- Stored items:
....

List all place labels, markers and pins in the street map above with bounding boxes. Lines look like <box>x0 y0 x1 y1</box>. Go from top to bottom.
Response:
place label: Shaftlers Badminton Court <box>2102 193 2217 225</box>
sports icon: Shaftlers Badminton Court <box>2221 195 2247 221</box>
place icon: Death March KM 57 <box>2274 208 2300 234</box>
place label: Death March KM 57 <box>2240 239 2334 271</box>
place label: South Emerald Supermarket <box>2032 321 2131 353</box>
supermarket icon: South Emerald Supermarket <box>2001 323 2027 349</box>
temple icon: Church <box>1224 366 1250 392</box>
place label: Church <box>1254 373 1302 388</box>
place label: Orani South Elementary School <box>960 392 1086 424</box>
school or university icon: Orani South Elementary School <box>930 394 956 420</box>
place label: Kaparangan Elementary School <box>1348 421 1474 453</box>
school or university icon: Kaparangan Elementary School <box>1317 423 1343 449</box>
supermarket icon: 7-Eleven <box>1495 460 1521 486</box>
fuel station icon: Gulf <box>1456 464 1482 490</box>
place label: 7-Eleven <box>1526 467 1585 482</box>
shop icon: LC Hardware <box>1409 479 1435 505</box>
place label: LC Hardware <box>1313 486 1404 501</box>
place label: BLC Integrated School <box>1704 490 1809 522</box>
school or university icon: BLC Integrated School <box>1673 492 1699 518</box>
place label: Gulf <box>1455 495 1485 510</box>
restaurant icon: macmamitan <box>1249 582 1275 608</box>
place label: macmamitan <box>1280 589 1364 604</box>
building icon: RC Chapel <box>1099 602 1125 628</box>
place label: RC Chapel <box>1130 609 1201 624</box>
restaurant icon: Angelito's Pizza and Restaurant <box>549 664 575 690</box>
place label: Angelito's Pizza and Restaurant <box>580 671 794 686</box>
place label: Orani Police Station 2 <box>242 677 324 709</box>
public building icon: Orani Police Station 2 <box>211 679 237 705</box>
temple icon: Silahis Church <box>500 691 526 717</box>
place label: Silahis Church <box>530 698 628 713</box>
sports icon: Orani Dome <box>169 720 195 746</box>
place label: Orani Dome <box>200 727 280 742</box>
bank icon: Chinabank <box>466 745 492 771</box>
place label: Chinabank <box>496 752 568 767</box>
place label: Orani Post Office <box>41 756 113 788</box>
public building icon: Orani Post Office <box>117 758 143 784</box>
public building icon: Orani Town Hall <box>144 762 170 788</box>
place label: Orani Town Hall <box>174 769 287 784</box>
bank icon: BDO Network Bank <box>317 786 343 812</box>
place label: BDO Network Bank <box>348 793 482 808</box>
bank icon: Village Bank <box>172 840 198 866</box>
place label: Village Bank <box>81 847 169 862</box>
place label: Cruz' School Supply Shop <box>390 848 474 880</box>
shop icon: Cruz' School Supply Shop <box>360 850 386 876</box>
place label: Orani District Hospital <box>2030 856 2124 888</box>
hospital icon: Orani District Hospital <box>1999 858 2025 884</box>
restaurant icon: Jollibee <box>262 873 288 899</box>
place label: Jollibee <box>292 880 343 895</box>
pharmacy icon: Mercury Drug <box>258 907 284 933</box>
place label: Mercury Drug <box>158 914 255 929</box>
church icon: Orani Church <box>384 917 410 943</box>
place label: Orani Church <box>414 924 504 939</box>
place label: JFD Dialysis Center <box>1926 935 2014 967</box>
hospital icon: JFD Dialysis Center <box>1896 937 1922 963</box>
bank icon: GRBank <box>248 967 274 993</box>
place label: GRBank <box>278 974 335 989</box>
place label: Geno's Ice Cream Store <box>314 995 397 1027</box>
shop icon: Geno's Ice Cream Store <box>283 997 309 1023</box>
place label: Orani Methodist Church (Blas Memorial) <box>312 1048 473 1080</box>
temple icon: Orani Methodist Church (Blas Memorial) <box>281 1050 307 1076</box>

....

- The task: Of the records above, copy each line that includes "building".

- Task result:
building icon: RC Chapel <box>1099 602 1125 628</box>
public building icon: Orani Police Station 2 <box>211 679 237 705</box>
public building icon: Orani Post Office <box>117 758 143 784</box>
public building icon: Orani Town Hall <box>144 762 170 788</box>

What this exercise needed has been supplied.